Re: Git and GCC

2007-12-05 Thread Jeff King
On Thu, Dec 06, 2007 at 01:47:54AM -0500, Jon Smirl wrote:

> The key to converting repositories of this size is RAM. 4GB minimum,
> more would be better. git-repack is not multi-threaded. There were a
> few attempts at making it multi-threaded but none were too successful.
> If I remember right, with loads of RAM, a repack on a 450MB repository
> was taking about five hours on a 2.8Ghz Core2. But this is something
> you only have to do once for the import. Later repacks will reuse the
> original deltas.

Actually, Nicolas put quite a bit of work into multi-threading the
repack process; the results have been in master for some time, and will
be in the soon-to-be-released v1.5.4.

The downside is that the threading partitions the object space, so the
resulting size is not necessarily as small (but I don't know that
anybody has done testing on large repos to find out how large the
difference is).

-Peff


Re: Git and GCC

2007-12-06 Thread Jeff King
On Thu, Dec 06, 2007 at 09:18:39AM -0500, Nicolas Pitre wrote:

> > The downside is that the threading partitions the object space, so the
> > resulting size is not necessarily as small (but I don't know that
> > anybody has done testing on large repos to find out how large the
> > difference is).
> 
> Quick guesstimate is in the 1% ballpark.

Fortunately, we now have numbers.
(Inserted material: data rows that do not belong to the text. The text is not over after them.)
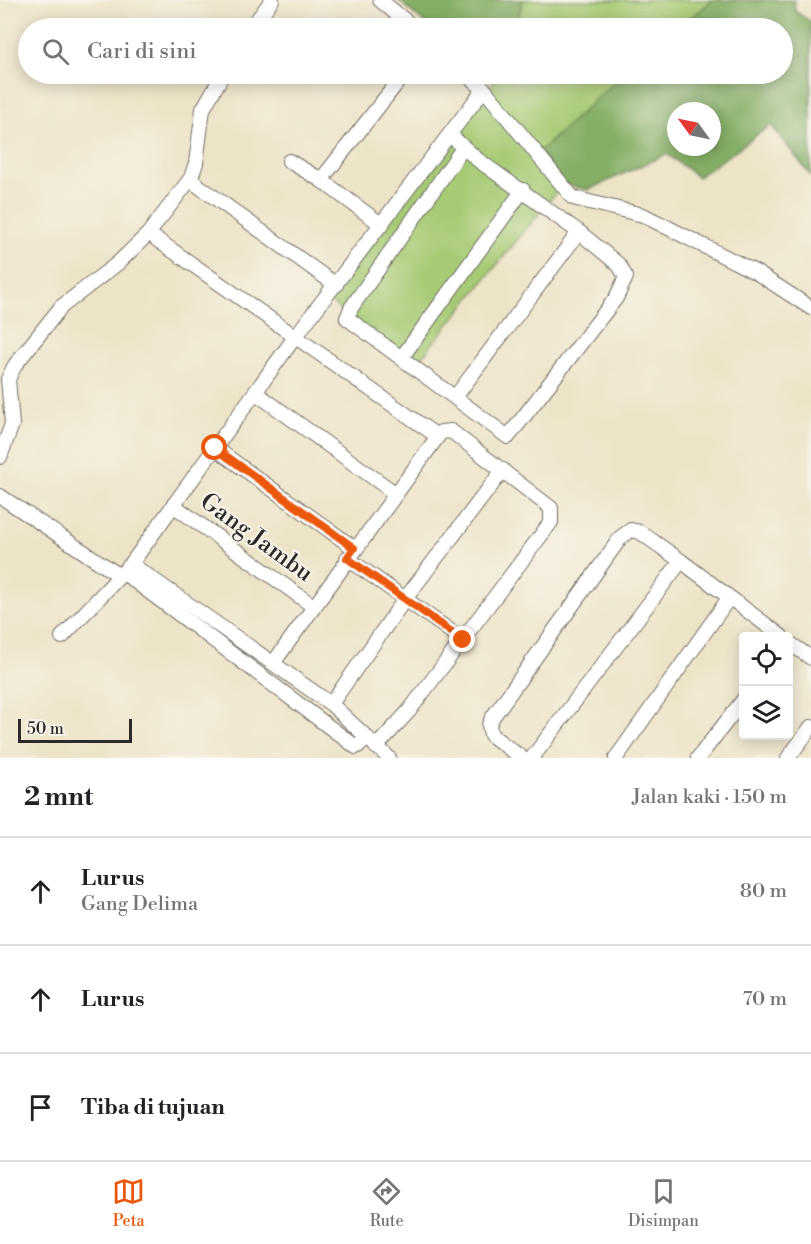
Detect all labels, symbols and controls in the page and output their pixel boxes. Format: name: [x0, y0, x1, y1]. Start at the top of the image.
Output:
search box: [18, 18, 793, 84]
icon: search: [39, 35, 72, 68]
text: Cari di sini: [87, 38, 197, 65]
north arrow: [667, 102, 721, 156]
route start: [201, 434, 227, 460]
street label: Gang Jambu: [194, 487, 319, 589]
route end: [449, 626, 475, 652]
map controls: [739, 632, 793, 740]
button: locate: [739, 632, 793, 686]
button: layers: [739, 686, 793, 740]
scale bar: [18, 716, 132, 744]
text: 50 m: [27, 719, 64, 739]
text: 2 mnt: [24, 781, 93, 813]
text: Jalan kaki · 150 m: [632, 785, 787, 810]
text: Lurus: [81, 865, 144, 892]
icon: ahead: [24, 875, 57, 908]
text: 80 m: [740, 879, 787, 904]
text: Gang Delima: [81, 892, 198, 917]
icon: ahead: [24, 983, 57, 1016]
text: Lurus: [81, 986, 144, 1013]
text: 70 m: [743, 987, 787, 1012]
icon: arrive: [24, 1091, 57, 1124]
text: Tiba di tujuan: [81, 1094, 225, 1121]
tab: Peta: [112, 1175, 145, 1231]
tab: Rute: [370, 1175, 403, 1231]
tab: Disimpan: [628, 1175, 699, 1231]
Harvey Harrison reported repacking the
gcc repo and getting these results:

> /usr/bin/time git repack -a -d -f --window=250 --depth=250
>
> 23266.37user 581.04system 7:41:25elapsed 86%CPU (0avgtext+0avgdata 
> 0maxresident)k
> 0inputs+0outputs (419835major+123275804minor)pagefaults 0swaps
>
> -r--r--r-- 1 hharrison hharrison  29091872 2007-12-06 07:26 
> pack-1d46ca030c3d6d6b95ad316deb922be06b167a3d.idx
> -r--r--r-- 1 hharrison hharrison 324094684 2007-12-06 07:26 
> pack-1d46ca030c3d6d6b95ad316deb922be06b167a3d.pack

I tried the threaded repack with pack.threads = 3 on a dual-processor
machine, and got:

  time git repack -a -d -f --window=250 --depth=250

  real309m59.849s
  user377m43.948s
  sys 8m23.319s

  -r--r--r-- 1 peff peff  28570088 2007-12-06 10:11 
pack-1fa336f33126d762988ed6fc3f44ecbe0209da3c.idx
  -r--r--r-- 1 peff peff 339922573 2007-12-06 10:11 
pack-1fa336f33126d762988ed6fc3f44ecbe0209da3c.pack

So it is about 5% bigger. What is really disappointing is that we saved
only about 20% of the time. I didn't sit around watching the stages, but
my guess is that we spent a long time in the single threaded "writing
objects" stage with a thrashing delta cache.

-Peff


Re: Git and GCC

2007-12-06 Thread Jeff King
On Thu, Dec 06, 2007 at 01:02:58PM -0500, Nicolas Pitre wrote:

> > What is really disappointing is that we saved
> > only about 20% of the time. I didn't sit around watching the stages, but
> > my guess is that we spent a long time in the single threaded "writing
> > objects" stage with a thrashing delta cache.
> 
> Maybe you should run the non threaded repack on the same machine to have 
> a good comparison.

Sorry, I should have been more clear. By "saved" I meant "we needed N
minutes of CPU time, but took only M minutes of real time to use it."
IOW, if we assume that the threading had zero overhead and that we were
completely CPU bound, then the task would have taken N minutes of real
time. And obviously those assumptions aren't true, but I was attempting
to say "it would have been at most N minutes of real time to do it
single-threaded."

> And if you have only 2 CPUs, you will have better performances with
> pack.threads = 2, otherwise there'll be wasteful task switching going
> on.

Yes, but balanced by one thread running out of data way earlier than the
other, and completing the task with only one CPU. I am doing a 4-thread
test on a quad-CPU right now, and I will also try it with threads=1 and
threads=6 for comparison.

> And of course, if the delta cache is being trashed, that might be due to 
> the way the existing pack was previously packed.  Hence the current pack 
> might impact object _access_ when repacking them.  So for a really 
> really fair performance comparison, you'd have to preserve the original 
> pack and swap it back before each repack attempt.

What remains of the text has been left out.